Cool cats and delightful dames who think swingin’ jazz is the bee’s knees but are having trouble finding it performed live will want to flock to Speakeasy Night on Saturday at the South Miami-Dade Cultural Arts Center in Miami.

That hopping joint is where the Miami Nice Jazz Festival will present The Hot Sardines, a blistering band from Brooklyn that’s bringing back the “hot jazz” sound from the Roaring Twenties through the ‘40s.

And to fully enjoy the show in style, fans are encouraged to get dolled up in their favorite attire from that golden era, when the foot-stomping sounds of Louis Armstrong, Django Reinhardt and Fats Waller was the true pop music of the day.

The Sardines, featuring bandleader Evan “Bibs” Palazzo and lead singer “Miz Elizabeth” Bougerol, are the real deal, with a smoking horn section, upright bass, stride piano and even a tap dancer. Forbes Magazine called them “one of the best jazz bands in NYC right now.”

Bougerol talked to about the start of the Sardines, how they chose their name, and some of her musical idols.

What inspired the creation of The Hot Sardines?
We never really set out to start a band, actually – Evan and I would play this music as a hobby, and what we really connected over was the joy and the spirit of hearing this music live. And that’s what we really try to put into the show – it’s just a lot of fun to hear this music played live, you know? It’s warm music, it’s welcoming music, and it has a lot of joy.

The ‘20s through the ‘40s was a magical period for music – do you have a romantic feel toward it?
I think so. It’s a romantic period, and jazz was being made up in those days. It must have been a really exciting time to be playing music, especially on the early side of that. It has a special place in music lovers’ hearts for a reason. And jazz was pop music then, and we always approach it thinking about it as that – it’s just pop music from another era.

Were you feeling a demand for it, or just doing what you love?
Oh my gosh, no – it could not have been further away from two people looking to start a band based on demand.

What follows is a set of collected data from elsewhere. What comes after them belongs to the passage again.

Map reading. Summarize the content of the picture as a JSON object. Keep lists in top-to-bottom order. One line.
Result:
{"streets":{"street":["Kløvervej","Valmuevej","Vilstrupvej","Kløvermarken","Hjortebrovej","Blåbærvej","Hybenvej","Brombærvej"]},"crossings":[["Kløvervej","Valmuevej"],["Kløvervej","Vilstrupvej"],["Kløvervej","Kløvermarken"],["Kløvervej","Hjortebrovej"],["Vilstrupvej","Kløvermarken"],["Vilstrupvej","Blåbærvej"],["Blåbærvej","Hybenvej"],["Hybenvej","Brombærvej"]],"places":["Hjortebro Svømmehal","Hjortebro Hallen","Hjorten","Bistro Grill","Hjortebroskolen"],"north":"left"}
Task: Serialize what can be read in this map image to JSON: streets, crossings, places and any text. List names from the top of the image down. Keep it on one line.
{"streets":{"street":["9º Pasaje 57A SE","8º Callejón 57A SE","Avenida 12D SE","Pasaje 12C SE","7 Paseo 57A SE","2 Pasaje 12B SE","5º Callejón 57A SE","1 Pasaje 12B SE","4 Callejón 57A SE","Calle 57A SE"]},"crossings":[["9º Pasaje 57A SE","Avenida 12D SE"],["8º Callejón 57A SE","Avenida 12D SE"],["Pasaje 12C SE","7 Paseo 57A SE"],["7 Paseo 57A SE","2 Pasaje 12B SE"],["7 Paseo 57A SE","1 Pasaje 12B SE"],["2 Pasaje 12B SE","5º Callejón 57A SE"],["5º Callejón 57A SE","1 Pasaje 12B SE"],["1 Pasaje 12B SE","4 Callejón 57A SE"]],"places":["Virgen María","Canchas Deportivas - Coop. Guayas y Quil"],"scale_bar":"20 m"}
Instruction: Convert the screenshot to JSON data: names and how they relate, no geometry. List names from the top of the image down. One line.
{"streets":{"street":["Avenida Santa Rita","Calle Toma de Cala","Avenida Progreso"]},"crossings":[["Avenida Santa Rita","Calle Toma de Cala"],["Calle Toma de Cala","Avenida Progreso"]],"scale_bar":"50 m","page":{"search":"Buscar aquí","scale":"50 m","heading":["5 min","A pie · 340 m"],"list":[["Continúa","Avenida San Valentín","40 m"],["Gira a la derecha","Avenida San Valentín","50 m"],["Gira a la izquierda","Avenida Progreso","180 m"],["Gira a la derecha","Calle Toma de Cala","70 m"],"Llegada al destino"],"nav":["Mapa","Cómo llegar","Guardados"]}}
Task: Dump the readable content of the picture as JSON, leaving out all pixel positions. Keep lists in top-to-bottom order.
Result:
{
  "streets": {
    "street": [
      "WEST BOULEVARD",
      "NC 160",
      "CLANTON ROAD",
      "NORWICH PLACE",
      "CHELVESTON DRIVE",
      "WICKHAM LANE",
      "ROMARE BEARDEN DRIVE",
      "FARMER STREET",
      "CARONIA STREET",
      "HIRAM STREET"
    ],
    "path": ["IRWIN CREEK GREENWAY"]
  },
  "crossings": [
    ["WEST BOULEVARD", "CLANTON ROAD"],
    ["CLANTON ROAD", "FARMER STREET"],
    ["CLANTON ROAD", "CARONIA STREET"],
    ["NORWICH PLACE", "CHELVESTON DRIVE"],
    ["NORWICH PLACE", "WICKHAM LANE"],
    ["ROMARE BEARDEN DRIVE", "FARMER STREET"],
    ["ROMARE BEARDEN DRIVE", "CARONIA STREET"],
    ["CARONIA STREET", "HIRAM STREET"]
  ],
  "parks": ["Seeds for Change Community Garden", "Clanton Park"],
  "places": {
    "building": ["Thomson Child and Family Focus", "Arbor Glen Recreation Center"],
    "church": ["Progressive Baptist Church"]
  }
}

I’ve always loved music and I couldn’t get enough – it was hard to go hear it live, because I couldn’t find much of it, and I think Evan was the same way. And each of us off in our own little world had kind of always wanted to do something like this, and honestly, for a long time we were just hanging out, having fun playing songs in his living room.
And then I think we realized we needed a band name in order to do an open mic, because we wanted to get a set list together and actually give ourselves a deadline. And it just happened that way. Fast Eddie, our tap dancer, became our percussion section along with my washboard, and then we just really bit into it. It was so much fun, and we started meeting other musicians who had an affinity for the sounds of the era. And it just kind of snowballed. One day, we looked up and we had a band [laughs].

So now that you had a band, how did you choose the name The Hot Sardines?
Well, you know, jazz bands have been calling themselves “hot” for 100 years – you think of Louis Armstrong’s Hot Five and Hot Seven, and Django Reinhardt’s Hot Club of France, so we wanted to nod to that era again. And we were trying to think of something a little memorable, and I saw a tin of sardines and hot sauce at my supermarket in Brooklyn, and my French grandmother interestingly enough always said to eat sardines and it’ll put you in a good mood. And so I thought that kind of works for what we’re going for, so we slapped that on there. And we never thought we would see this name on a CD cover. But hey – too late now!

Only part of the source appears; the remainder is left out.